This study used routinely collected diagnostic coding and medication data from national administrative databases to explore the prevalence of gout in the entire Aotearoa New Zealand population. Previous studies reporting gout prevalence have used a variety of case definitions and methods for collecting case data. In part, the various case definitions reflect the challenge of diagnosing gout. Although identification of monosodium urate crystals in synovial fluid is the most specific and accurate method of diagnosing gout, this method is not feasible for large population-based studies. Clinical classification criteria exist for acute gout [25]; however, these criteria require individual patient assessments, and may not be suitable for diagnosis of gout between acute attacks or in large population-based studies.
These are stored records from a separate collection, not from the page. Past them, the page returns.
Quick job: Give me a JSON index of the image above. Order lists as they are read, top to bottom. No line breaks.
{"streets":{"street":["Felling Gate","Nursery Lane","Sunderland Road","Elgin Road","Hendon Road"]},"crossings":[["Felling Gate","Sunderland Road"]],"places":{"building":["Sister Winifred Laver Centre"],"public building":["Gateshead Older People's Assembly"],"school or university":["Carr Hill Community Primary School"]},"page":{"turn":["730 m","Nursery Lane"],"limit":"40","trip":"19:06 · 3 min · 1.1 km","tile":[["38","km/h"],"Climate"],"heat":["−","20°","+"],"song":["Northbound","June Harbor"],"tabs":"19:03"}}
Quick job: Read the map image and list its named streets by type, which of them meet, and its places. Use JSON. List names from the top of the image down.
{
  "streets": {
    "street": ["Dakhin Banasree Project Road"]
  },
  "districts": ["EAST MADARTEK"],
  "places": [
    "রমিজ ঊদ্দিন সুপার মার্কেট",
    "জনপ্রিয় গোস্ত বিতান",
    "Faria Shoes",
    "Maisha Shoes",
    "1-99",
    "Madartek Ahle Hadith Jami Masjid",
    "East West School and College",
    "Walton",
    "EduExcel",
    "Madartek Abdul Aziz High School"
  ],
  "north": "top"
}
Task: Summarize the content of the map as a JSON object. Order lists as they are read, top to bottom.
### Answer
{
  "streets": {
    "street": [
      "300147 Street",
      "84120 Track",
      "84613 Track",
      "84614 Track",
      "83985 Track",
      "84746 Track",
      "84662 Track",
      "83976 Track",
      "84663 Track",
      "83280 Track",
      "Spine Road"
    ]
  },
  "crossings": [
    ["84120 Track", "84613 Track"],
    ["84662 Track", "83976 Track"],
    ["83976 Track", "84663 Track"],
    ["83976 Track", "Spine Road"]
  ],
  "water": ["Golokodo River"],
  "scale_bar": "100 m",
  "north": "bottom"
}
In population surveys and cohort studies, self-report of physician-diagnosed gout is a common means of case-definition [10, 13, 14, 26, 27]. Data from such surveys have been derived either from general health surveys containing a question about gout diagnosis [e.g. the National Health and Nutrition Examination Survey (NHANES) in the USA][10] or surveys more specifically focused on musculoskeletal conditions (e.g. a house-to-house survey focused on symptoms of rheumatic disease in an aboriginal settlement in Australia) [14].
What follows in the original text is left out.